Monseñor João Clá Dias.
Durante su adolescencia, la convivencia con los primos, en su mayoría mayores que él, desveló ante la mirada inmaculada de San José la fealdad de un pecado hacia el que jamás experimentó la menor inclinación de la voluntad o de la sensibilidad: la impureza.
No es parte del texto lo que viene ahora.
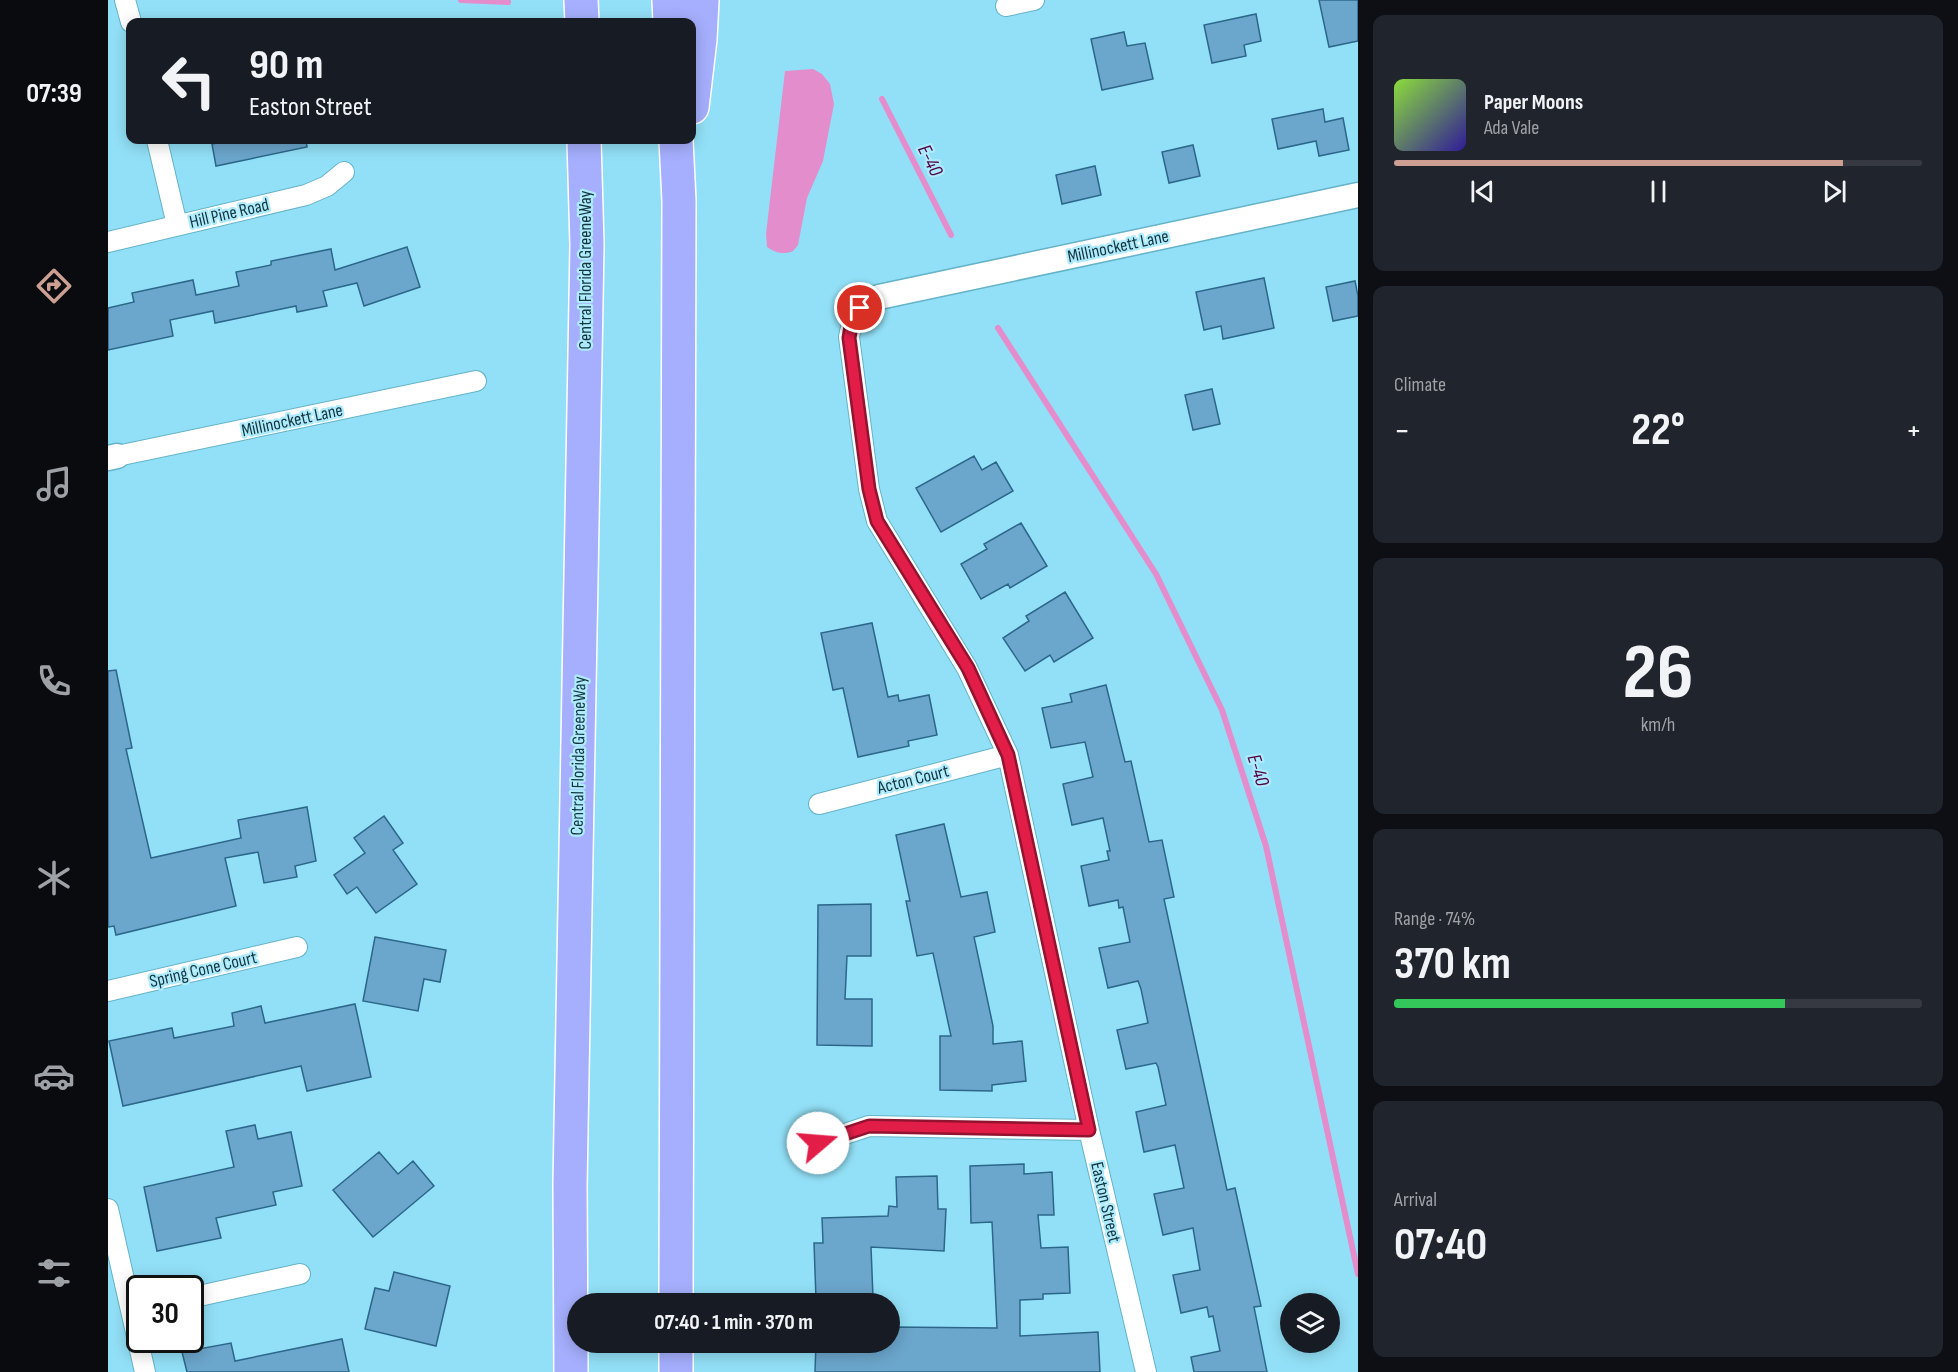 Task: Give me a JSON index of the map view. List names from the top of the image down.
{
  "streets": {
    "highway": ["Central Florida GreeneWay"],
    "street": [
      "Hill Pine Road",
      "Millinockett Lane",
      "Acton Court",
      "Spring Cone Court",
      "Easton Street"
    ]
  },
  "crossings": [
    ["Millinockett Lane", "Easton Street"],
    ["Acton Court", "Easton Street"]
  ],
  "water": ["E-40"],
  "page": {
    "tabs": "07:39",
    "turn": ["90 m", "Easton Street"],
    "song": ["Paper Moons", "Ada Vale"],
    "tile": [
      "Climate",
      ["26", "km/h"],
      ["Range · 74%", "370 km"],
      ["Arrival", "07:40"]
    ],
    "heat": ["−", "22°", "+"],
    "limit": "30",
    "trip": "07:40 · 1 min · 370 m"
  }
}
En aquel tiempo, la inmoralidad se extendía entre los judíos de modo encubierto, pero no menos diabólico. En cierto momento, por envidia hacia José, aquellos niños decidieron perderlo e instigados por el demonio procuraron tratar de temas indecentes en su presencia.
San José era de una pureza incomparable, no habiendo en los Cielos un Ángel que se pueda asemejar a él. [1] Por eso, tan pronto como notaba las primeras insinuaciones, se retiraba del ambiente. Pero sus primos, insistentes e insidiosos, comenzaron a seguirle. Como ellos sabían cuál era la colina que solía frecuentar, vio que no le convenía quedarse sólo por allí, por el riesgo de que le preparasen alguna ocasión de pecado.
Fue entonces cuando encontró otro lugar, cerca de Belén, donde podía contemplar el cielo, estar a solas con Dios y evitar cualquier ataque contra su pureza. Aquel nuevo sitio fue para San José el refugio de la castidad. Era un pequeño conjunto de cuevas, más o menos espaciosas, en las que podía desahogar su corazón con Dios, implorándole que pusiera fin a la situación lamentable, no sólo de sus primos, sino de buena parte del pueblo elegido. Allí, pues, suplicaba al Divino Vengador que hiciera cesar las ofensas contra su suprema majestad.
¿Por qué tardaba tanto el Mesías que debía restaurar todas las cosas? Entonces, le vino a la mente un fragmento del profeta Malaquías: «Es como fuego de fundidor, como lejía de lavandero» (Mal 3, 2). Y anhelaba la venida de Aquel que destruiría el reino del pecado y renovaría la faz de la tierra.
Años más tarde, cuando la Sagrada Familia subió a Belén para el censo de César Augusto y San José se dio cuenta de que no podía llevar a María a un alojamiento cualquiera, el primer lugar que le vino a la memoria ante el inminente nacimiento de Jesús fue el «refugio de la castidad». De hecho, era éste el lugar adecuado, donde el Hijo de Dios podía venir al mundo con la discreción y el recato necesarios. Fue también el único lugar digno de hospedar a los Esposos vírgenes en cuyo seno nacería, por obra del Espíritu Santo, el Virgen por excelencia, pues allí jamás se había cometido pecado alguno.